[1] The appellant first contends that he was entitled to have a directed verdict entered in his favor because all the evidence showed, without dependence on the credibility of a witness, the truth of the basic facts upon which the plaintiffs claim is based. He says this is so because there is no dispute that under the AMP agreement commissions were paid to the plaintiff which he was bound by the agreement to return. He argues that the note signed by the parties did not alter the underlying obligation because (1) the note was not supported by consideration and (2) the interlineated “subject to” phrase in the note constituted a promise by the defendant relating to the time of payment and is not a condition precedent to liability.
One difficulty with the plaintiffs argument is that the action was brought on the note and not on the AMP agreement. Nevertheless he says that a waiver of a right to recover a stated sum needs consideration to support it and there is no consideration for the waiver by the plaintiff. The plaintiff, relying on Sinclair v. Travis, 231 N.C. 345, 57 S.E. 2d 394 (1950) and Clement v. Clement, 230 N.C. 636, 55 S.E. 2d 459 (1949) argues that the defendant promised to do only what he was legally bound to do and this is not sufficient consideration to support a waiver of the plaintiffs absolute claim for payment. We believe the evidence in this case shows that the defendant did something he was not legally bound to do. “[TJhere is a consideration if the promisee, in return for the *132promise, does anything legal which he is not bound to do, or refrains from doing anything which he has a right to do, whether there is any actual loss or detriment to him or actual benefit to the promisor or not.” Albemarle Educational Foundation, Inc. v. Basnight, 4 N.C. App. 652, 654, 167 S.E. 2d 486, 488 (1969). (Citations omitted.) In this case the defendant signed a note and assigned to the plaintiff potential commissions from another insurance company. This assignment proved to be of little value but it was what the plaintiff bargained for and we believe it is sufficient consideration to support the note.

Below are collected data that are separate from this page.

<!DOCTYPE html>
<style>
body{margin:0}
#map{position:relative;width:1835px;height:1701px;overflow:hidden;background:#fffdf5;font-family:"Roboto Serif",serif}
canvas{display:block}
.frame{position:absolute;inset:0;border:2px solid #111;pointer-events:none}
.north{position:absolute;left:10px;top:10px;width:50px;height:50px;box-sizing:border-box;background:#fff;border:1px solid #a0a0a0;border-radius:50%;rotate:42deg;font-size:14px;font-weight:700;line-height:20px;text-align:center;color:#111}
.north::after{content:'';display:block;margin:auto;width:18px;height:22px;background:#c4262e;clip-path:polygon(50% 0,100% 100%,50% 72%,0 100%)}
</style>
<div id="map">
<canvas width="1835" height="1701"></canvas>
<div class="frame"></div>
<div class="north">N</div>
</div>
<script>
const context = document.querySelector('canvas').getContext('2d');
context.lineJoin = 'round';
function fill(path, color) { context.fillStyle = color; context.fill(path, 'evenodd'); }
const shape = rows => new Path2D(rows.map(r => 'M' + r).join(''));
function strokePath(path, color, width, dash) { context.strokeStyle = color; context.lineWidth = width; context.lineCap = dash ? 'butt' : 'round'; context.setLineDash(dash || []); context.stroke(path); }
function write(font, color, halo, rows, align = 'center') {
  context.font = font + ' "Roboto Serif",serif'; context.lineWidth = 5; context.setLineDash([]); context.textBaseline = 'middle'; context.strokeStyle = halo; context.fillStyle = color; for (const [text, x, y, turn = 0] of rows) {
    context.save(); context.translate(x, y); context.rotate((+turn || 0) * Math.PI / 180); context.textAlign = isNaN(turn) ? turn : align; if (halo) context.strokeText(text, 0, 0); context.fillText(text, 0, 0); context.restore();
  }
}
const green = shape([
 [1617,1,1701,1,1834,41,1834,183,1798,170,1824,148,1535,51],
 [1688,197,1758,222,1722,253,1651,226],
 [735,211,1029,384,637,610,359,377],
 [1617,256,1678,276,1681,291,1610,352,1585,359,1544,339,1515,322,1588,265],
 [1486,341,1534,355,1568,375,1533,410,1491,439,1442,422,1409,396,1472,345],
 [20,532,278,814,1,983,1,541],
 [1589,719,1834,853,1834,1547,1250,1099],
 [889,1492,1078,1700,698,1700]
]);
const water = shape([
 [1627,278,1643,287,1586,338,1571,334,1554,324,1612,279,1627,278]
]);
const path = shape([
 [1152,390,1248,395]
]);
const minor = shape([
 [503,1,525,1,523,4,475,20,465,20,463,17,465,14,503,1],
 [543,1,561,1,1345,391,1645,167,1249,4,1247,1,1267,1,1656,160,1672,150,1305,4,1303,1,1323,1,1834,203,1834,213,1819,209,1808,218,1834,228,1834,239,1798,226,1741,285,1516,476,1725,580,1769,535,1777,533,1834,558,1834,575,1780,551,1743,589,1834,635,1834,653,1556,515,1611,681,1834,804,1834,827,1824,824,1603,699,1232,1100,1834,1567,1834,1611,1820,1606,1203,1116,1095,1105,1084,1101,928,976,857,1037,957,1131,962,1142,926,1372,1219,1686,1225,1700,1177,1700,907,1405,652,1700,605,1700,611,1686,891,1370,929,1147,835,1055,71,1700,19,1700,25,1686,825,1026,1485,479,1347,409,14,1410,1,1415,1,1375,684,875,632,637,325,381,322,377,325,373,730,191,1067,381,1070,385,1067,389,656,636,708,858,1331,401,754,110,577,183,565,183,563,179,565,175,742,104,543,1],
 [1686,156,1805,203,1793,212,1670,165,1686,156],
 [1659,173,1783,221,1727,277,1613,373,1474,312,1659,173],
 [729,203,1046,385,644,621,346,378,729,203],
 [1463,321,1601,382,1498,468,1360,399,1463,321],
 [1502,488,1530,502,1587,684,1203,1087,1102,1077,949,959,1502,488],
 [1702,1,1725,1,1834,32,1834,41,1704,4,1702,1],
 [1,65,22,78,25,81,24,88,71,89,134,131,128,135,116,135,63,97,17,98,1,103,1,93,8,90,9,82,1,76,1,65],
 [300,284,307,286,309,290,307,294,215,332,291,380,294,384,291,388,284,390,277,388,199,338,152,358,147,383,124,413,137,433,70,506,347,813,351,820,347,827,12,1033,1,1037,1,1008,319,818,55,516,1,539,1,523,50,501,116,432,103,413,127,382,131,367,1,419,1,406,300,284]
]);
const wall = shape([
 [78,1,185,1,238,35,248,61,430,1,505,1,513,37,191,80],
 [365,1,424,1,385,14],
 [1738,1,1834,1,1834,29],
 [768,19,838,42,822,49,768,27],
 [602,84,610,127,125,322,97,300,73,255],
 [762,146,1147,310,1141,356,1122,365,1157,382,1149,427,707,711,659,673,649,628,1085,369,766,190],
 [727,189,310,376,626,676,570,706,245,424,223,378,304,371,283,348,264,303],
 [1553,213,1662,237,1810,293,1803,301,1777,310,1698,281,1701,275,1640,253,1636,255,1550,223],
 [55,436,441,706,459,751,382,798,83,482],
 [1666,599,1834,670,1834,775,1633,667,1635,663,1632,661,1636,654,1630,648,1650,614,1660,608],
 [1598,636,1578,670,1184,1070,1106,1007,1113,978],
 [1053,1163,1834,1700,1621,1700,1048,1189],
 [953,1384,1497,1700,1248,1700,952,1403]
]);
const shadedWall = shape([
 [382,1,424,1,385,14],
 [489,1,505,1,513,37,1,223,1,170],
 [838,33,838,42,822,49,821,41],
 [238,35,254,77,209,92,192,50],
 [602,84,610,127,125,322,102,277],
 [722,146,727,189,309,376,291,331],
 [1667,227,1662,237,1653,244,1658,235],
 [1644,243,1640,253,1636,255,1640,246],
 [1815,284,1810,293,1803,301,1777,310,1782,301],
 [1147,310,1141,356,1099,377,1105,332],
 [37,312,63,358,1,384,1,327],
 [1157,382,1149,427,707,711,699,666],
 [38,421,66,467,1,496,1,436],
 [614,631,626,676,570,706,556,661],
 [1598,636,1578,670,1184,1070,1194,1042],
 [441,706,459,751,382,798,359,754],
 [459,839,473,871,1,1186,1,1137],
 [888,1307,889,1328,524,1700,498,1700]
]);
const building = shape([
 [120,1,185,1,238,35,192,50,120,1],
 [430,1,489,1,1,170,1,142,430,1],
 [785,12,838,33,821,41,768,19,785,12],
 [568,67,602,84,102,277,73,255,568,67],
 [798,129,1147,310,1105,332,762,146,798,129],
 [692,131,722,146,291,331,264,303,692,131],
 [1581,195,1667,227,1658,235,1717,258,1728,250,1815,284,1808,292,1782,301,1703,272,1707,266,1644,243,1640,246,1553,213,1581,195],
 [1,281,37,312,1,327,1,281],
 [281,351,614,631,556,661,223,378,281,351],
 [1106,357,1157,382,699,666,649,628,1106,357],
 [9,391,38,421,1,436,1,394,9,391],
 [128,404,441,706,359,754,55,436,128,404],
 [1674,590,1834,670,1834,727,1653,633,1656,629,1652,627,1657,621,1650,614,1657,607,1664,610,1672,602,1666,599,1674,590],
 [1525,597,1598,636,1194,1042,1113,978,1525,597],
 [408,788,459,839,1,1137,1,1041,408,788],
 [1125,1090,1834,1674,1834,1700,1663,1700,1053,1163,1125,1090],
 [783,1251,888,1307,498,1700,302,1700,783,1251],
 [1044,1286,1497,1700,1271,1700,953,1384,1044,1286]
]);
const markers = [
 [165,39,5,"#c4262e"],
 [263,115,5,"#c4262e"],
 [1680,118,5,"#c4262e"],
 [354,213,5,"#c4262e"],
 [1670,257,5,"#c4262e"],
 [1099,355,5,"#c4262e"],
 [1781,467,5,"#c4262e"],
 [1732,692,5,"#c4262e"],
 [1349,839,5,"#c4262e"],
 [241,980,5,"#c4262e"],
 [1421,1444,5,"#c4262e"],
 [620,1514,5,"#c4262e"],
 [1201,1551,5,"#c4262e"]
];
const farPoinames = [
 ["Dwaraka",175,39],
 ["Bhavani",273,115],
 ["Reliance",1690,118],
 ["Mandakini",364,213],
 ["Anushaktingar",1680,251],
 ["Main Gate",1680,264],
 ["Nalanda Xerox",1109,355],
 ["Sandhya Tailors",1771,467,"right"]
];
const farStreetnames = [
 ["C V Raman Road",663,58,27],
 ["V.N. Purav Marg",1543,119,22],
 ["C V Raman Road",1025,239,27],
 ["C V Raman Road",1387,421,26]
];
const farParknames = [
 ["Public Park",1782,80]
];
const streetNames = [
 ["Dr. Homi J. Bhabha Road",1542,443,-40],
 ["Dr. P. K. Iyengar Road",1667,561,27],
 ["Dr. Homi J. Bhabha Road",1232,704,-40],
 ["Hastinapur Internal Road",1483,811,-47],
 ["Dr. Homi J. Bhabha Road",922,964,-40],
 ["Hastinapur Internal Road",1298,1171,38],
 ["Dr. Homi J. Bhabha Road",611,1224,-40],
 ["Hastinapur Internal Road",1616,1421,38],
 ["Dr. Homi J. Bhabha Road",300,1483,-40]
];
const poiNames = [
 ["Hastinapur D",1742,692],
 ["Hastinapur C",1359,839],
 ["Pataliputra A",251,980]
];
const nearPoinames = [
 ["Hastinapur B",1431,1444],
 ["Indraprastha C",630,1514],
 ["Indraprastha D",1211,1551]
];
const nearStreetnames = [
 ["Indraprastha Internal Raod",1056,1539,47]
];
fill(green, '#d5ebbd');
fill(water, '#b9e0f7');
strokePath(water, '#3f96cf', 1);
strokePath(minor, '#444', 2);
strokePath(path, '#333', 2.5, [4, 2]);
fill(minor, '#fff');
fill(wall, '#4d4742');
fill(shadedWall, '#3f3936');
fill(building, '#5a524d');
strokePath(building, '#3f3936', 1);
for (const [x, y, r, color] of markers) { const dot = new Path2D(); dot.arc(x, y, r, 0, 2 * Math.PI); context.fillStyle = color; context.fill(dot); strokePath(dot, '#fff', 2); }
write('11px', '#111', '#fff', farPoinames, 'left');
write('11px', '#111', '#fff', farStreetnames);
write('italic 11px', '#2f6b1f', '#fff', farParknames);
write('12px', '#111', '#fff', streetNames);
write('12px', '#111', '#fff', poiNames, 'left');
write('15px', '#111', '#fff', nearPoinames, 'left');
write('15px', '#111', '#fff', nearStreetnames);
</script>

[2] The appellant next contends that clause which says “[t]he first such installment shall be due, subject to assignment of commissions from policies issued by Manufacturer’s Life” is not a condition but relates solely to the time of payment and that payment became due within a reasonable time. He says that an absolute debt existed prior to the time the note was signed and that when payment of a pre-existing debt is to be postponed until the happening of an event within the control of the debtor, payment is due within a reasonable time, without regard to whether the debtor causes the event to occur. He cites 148 A.L.R. 1075 (1944) for this proposition. The first difficulty with this argument is that the occurrence of the event was not within the control of the debtor. He could not require the persons with whom he dealt to purchase the insurance policies from Manufacturer’s Life. The second difficulty is that plaintiff did not sue on the pre-existing debt. He sued on the note and he must be bound by its terms.
The appellant argues further that the disputed clause is not a condition precedent but a promise to pay. We do not believe the clause can under any interpretation be considered a promise to pay. The plaintiff argues finally that it is inconceivable that he would give up the absolute right to payment dependent upon events within the control of the defendant and that to interpret the note so renders it a nullity. We can only be governed by the words in the note as to the intention of the parties. We do not believe this makes the note a nullity but it does make it enforceable according to its terms. We hold that it was not reversible error to submit to the jury the issue as to the intention of the parties to the note.
*133The plaintiff also argues it was error not to give a peremptory instruction in his favor and to set the verdict aside. For the reasons stated in this opinion we hold neither ruling was in error.
It does appear that the defendant has received from the plaintiff money which he should not keep under the AMP agreement. We believe we are limited to reviewing the trial for errors committed. The plaintiff sued on the note and we believe there were no prejudicial errors at the trial of the claim which the plaintiff pursued.
The defendant has cross assigned error to the failure of the court to submit to the jury an issue as to an unfair trade practice on the part of the plaintiff. We overrule this assignment of error.
No error.
Chief Judge Hedrick and Judge Parker concur.